#### PROBLEM REQUIREMENTS
Your answer is a copy of every line in the records where "bottom" appears.

(Records from a dataset)

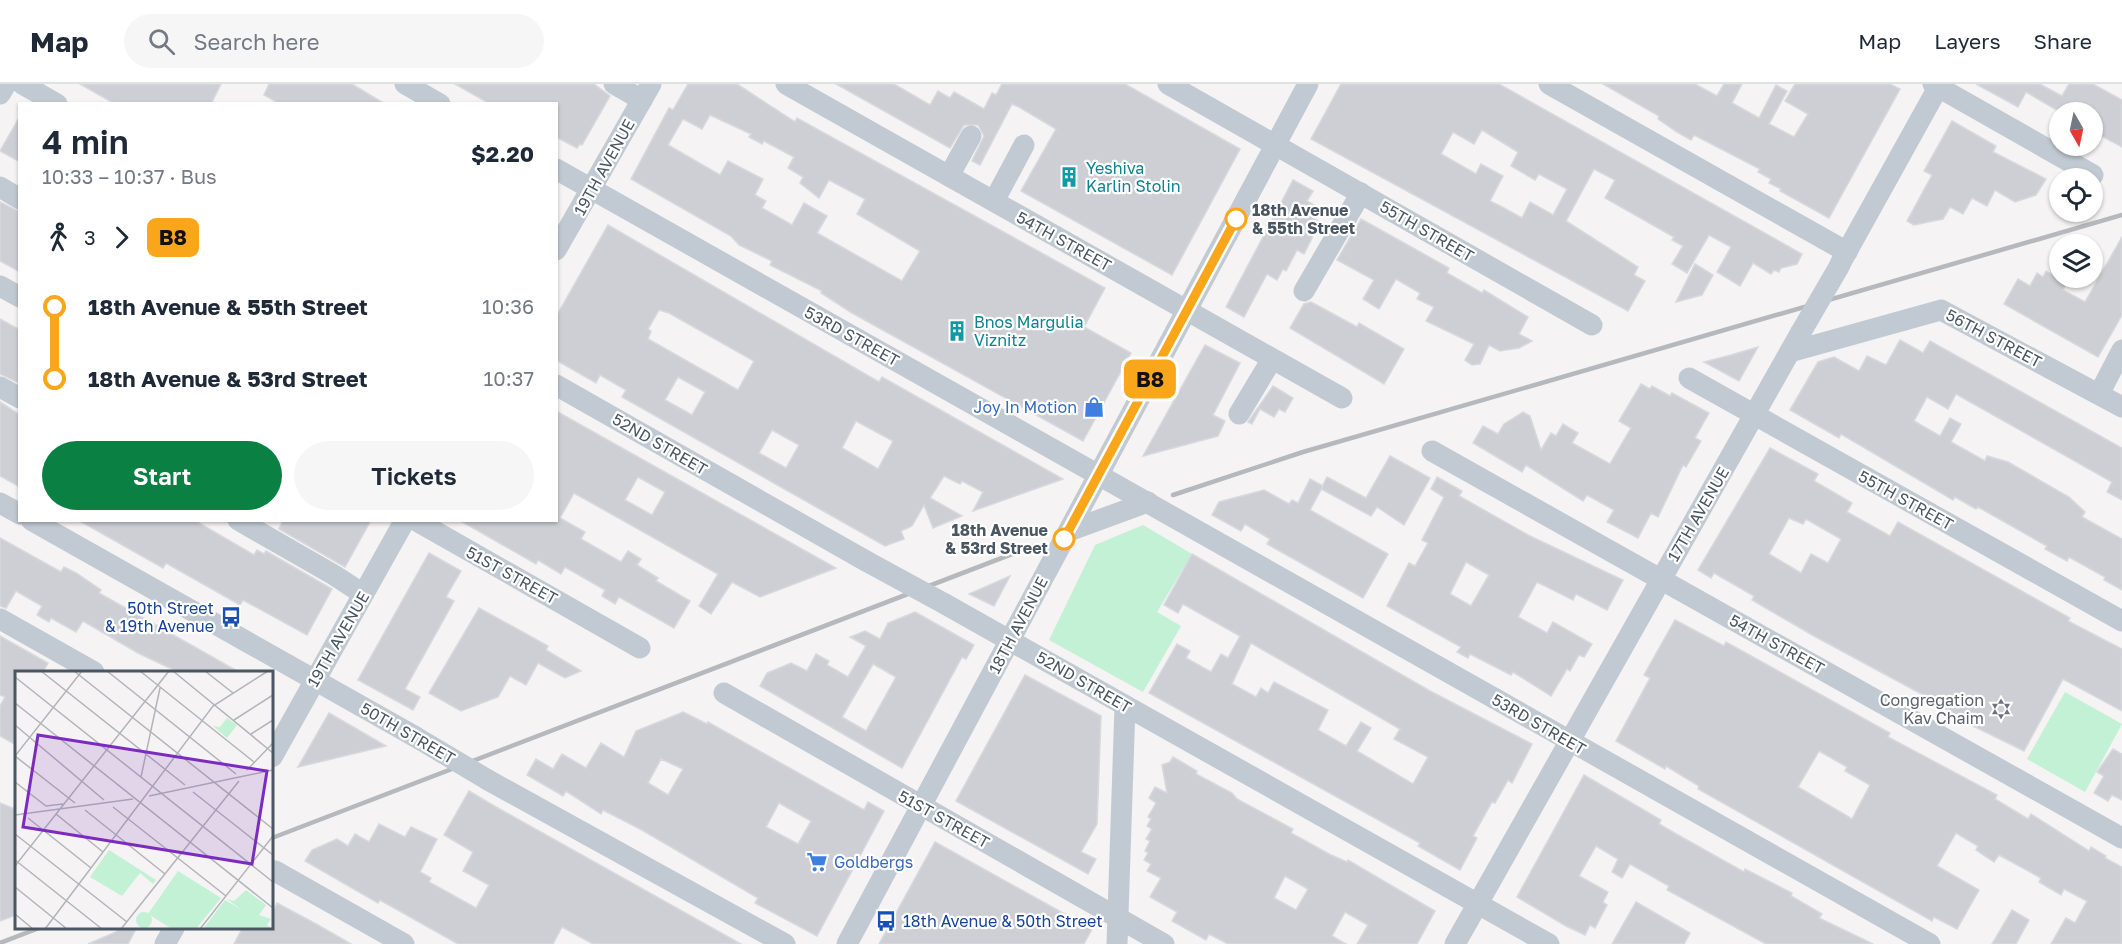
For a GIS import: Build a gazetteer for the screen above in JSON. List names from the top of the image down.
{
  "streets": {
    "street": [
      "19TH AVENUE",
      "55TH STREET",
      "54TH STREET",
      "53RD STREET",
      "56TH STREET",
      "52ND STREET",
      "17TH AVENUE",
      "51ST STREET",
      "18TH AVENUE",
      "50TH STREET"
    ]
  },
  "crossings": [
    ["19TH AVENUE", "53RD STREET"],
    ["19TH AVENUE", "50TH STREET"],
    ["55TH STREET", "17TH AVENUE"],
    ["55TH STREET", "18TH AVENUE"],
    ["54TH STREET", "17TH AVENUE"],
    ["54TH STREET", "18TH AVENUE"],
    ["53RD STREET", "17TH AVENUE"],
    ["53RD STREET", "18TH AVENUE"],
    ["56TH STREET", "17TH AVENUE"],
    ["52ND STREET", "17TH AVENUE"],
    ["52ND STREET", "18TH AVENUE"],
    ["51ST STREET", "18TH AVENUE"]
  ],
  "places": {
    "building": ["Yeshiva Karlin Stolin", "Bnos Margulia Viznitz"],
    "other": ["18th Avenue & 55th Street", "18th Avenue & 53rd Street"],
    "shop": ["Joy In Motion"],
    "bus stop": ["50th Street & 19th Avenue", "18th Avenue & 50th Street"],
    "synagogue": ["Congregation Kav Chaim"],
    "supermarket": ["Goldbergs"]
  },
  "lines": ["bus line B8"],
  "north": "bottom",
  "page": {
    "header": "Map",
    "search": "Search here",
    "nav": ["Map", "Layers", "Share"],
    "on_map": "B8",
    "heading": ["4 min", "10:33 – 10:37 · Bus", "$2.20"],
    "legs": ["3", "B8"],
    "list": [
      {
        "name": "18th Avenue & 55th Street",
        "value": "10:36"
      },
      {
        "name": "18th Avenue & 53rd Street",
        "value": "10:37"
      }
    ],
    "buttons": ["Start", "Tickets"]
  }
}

---

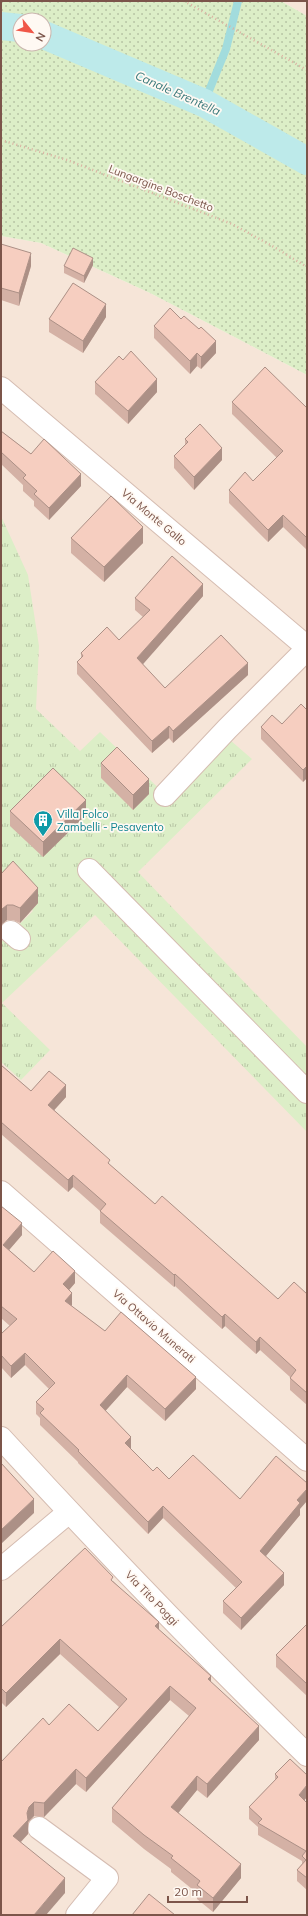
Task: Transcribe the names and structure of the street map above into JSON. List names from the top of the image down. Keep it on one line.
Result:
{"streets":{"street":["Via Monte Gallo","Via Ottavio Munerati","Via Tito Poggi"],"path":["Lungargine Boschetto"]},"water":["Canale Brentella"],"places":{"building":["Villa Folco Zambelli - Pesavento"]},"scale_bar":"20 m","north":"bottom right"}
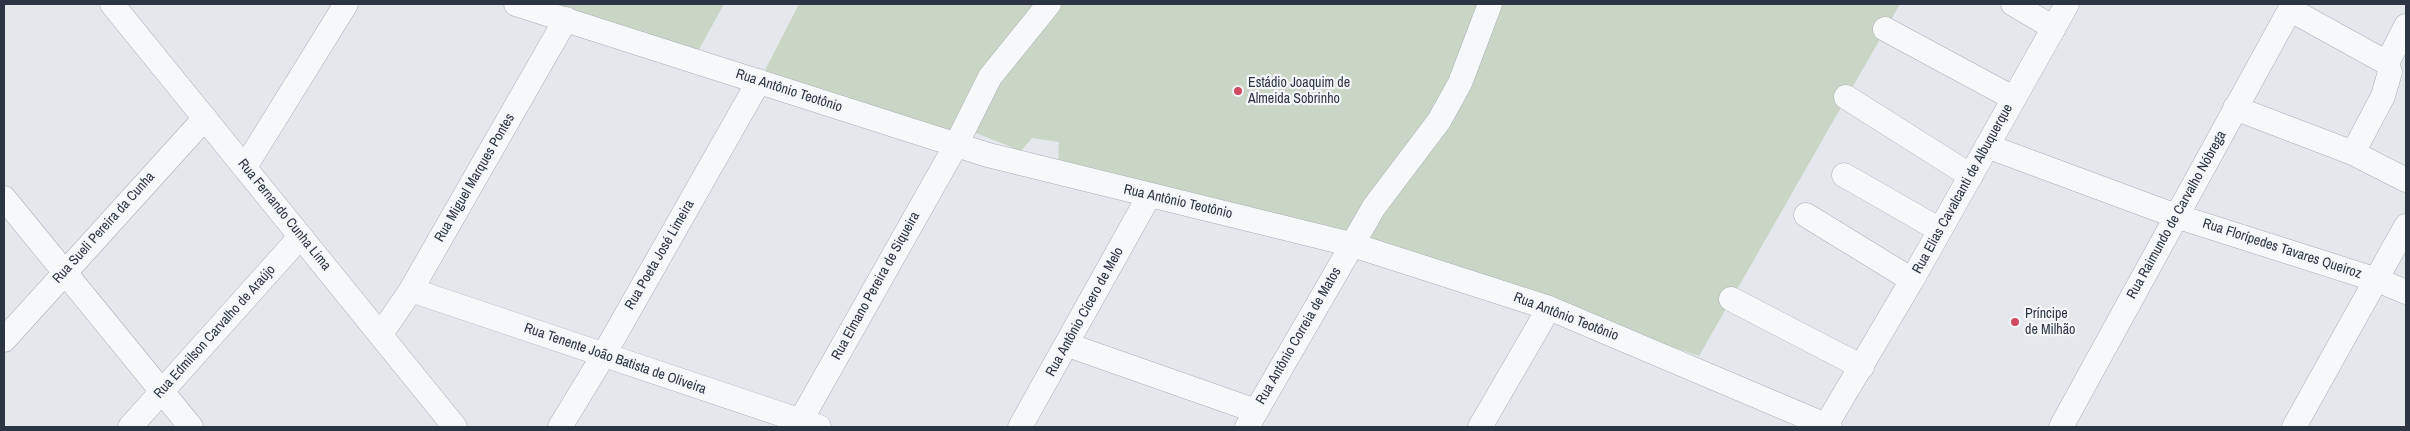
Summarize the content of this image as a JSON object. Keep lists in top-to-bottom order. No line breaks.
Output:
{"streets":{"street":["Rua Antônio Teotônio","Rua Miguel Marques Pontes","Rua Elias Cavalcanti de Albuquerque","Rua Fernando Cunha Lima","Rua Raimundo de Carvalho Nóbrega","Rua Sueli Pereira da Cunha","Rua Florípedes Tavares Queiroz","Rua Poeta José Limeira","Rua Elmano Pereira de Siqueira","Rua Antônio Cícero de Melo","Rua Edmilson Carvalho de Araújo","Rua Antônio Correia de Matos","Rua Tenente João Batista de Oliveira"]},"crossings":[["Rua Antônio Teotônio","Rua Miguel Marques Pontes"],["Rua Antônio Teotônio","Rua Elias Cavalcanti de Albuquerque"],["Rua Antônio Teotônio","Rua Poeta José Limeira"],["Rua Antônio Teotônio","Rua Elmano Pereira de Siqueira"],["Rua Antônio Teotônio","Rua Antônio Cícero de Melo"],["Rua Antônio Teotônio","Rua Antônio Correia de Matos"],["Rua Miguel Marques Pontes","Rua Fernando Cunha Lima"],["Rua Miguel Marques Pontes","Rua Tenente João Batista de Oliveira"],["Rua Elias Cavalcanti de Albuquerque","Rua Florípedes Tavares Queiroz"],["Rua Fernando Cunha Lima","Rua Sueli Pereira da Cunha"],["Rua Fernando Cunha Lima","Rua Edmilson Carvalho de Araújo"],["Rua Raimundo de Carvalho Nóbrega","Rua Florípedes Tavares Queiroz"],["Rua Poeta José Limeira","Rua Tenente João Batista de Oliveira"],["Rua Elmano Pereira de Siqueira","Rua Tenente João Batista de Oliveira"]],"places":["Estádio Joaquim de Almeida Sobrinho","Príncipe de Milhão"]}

#### EXERCISE RESULT
  "north": "bottom",
{"streets":{"street":["Via Monte Gallo","Via Ottavio Munerati","Via Tito Poggi"],"path":["Lungargine Boschetto"]},"water":["Canale Brentella"],"places":{"building":["Villa Folco Zambelli - Pesavento"]},"scale_bar":"20 m","north":"bottom right"}
Summarize the content of this image as a JSON object. Keep lists in top-to-bottom order. No line breaks.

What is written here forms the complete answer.